Problem to work on.
Look through the material below and give the number of lines holding "canvas", with no other words.

Data provided.
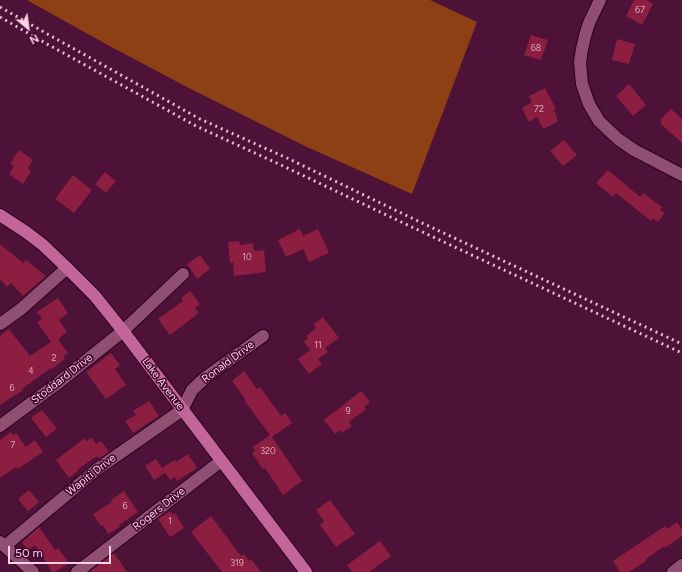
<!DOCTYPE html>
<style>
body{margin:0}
#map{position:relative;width:682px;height:572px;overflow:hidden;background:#4e1137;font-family:Figtree,sans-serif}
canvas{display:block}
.north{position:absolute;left:8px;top:8px;width:40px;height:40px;-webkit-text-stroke:3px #42052d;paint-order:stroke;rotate:151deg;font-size:11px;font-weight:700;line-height:16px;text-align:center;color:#fad3e6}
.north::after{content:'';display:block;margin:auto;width:14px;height:18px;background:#fad3e6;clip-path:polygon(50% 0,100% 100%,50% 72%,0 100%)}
.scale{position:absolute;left:8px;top:546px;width:103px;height:18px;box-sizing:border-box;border:2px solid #fad3e6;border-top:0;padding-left:5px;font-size:12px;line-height:14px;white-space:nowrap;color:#fad3e6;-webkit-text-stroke:3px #42052d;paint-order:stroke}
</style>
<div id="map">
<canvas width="682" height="572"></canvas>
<div class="north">N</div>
<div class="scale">50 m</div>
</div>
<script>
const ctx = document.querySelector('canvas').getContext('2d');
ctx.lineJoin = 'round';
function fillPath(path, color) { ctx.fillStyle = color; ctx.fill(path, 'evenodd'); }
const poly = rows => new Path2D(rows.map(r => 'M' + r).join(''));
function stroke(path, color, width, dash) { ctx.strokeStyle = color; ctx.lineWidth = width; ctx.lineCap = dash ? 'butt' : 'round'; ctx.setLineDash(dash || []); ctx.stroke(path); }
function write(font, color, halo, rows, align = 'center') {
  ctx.font = font + ' Figtree,sans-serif'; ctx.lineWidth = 3; ctx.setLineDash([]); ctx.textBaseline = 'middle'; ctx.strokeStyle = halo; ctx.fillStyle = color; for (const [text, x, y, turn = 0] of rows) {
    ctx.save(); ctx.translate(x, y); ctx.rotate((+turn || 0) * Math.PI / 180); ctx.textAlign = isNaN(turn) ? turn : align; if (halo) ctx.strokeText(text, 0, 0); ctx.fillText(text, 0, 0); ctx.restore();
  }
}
fillPath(poly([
 [27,0,430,0,477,22,412,194,307,147,187,87,104,43]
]), '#8d4013');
fillPath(poly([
 [634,0,646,0,653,4,642,25,626,16],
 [531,35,548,40,541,60,524,55],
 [617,39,635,44,629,64,612,60],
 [629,84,646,105,633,116,616,96],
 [545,88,556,109,554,110,557,117,557,122,543,129,537,117,529,122,522,108,532,102,529,96],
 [671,109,682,119,682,143,661,124,661,119],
 [564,140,577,155,563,166,550,151],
 [19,150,33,160,28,168,31,171,23,184,9,174,14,166,10,164],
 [608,170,640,197,643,193,662,207,660,210,665,213,658,222,653,218,651,221,616,193,613,197,596,183],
 [105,172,116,181,106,193,95,184],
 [73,175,92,190,74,213,55,199],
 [300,229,303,236,318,229,329,253,309,262,303,249,286,257,278,240],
 [239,241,240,245,253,243,254,251,264,250,266,272,234,276,233,262,230,263,228,242],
 [0,244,23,263,26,260,46,276,23,296,11,283,7,287,0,279],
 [200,255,210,269,197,279,187,264],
 [190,291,200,304,195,308,199,313,170,335,158,319,183,301,181,298],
 [58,298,68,313,59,320,67,332,58,339,68,353,63,356,65,359,52,369,51,368,22,389,23,390,0,405,0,336,9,329,30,356,51,342,37,322,42,319,37,312],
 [323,317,339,338,325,348,328,352,318,359,322,364,309,374,298,359,310,350,304,342,308,338,306,336,316,328,314,324],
 [111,353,120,365,115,369,126,385,106,399,86,372],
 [244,371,257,389,260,387,281,416,285,413,292,423,272,437,302,481,283,495,265,468,263,469,252,453,255,451,253,447,270,435,244,400,245,399,232,381],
 [361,391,370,402,364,407,366,409,349,422,352,426,342,433,340,430,335,434,324,420],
 [149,401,159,416,133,433,125,421,136,415,133,411],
 [42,410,57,429,46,437,31,418],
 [11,432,13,435,16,433,26,447,35,440,43,452,18,469,16,467,0,478,0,440],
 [85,438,86,441,92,438,96,444,101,441,109,452,99,458,97,456,77,470,78,471,69,478,56,460],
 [188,454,197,468,177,481,175,477,170,480,162,468,175,460,176,462],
 [156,459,165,473,154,480,145,466],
 [29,490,39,502,28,511,18,499],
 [124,491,138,512,119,525,120,527,108,534,103,525,101,526,93,514,112,502,111,500],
 [330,500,355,534,336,547,320,525,324,521,316,510],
 [170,511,173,515,175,513,184,528,170,537,158,519],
 [211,516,241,556,244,554,249,561,251,559,261,572,222,572,191,532],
 [677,522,682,530,682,536,665,548,664,546,645,560,646,561,629,572,620,572,613,561,665,526,667,529],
 [39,527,55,550,58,548,69,563,55,572,52,572,35,545,28,550,22,542],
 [380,541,391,556,369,572,352,572,347,565],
 [114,553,127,572,89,572]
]), '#8c1e42');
const minor = poly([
 [600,0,589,23,585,36,582,49,580,62,582,84,589,104,599,121,618,139,634,150,682,175],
 [0,324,21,309,67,268],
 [0,426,58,383,123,331,183,274],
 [0,542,33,572],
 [5,546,96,470,182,410,192,390,206,377,263,336],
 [77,572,221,461],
 [673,572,682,565]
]);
const major = poly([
 [0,215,26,232,43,245,67,268,95,296,123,331,306,572]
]);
stroke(minor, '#2c011c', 14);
stroke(major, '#2c011c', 14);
stroke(minor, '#904e72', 12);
stroke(major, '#c26599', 12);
stroke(poly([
 [0,7,51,36,200,119,287,158,420,222,682,344],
 [0,17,47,44,196,126,283,166,416,229,682,353]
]), '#e6bcd2', 3, [2, 4]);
write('9px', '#dea6bd', null, [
 ["67",640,10],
 ["68",536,48],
 ["72",539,109],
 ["10",247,257],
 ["11",318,345],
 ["2",54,358],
 ["4",31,371],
 ["6",12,388],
 ["9",348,411],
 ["7",13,445],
 ["320",268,451],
 ["6",125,506],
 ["1",170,521],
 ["319",237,563]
]);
write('11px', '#fad3e6', '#42052d', [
 ["Ronald Drive",228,362,-37],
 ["Stoddard Drive",62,379,-38],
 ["Lake Avenue",163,384,53],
 ["Wapiti Drive",91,475,-38],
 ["Rogers Drive",159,509,-38]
]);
</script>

Finished task.
3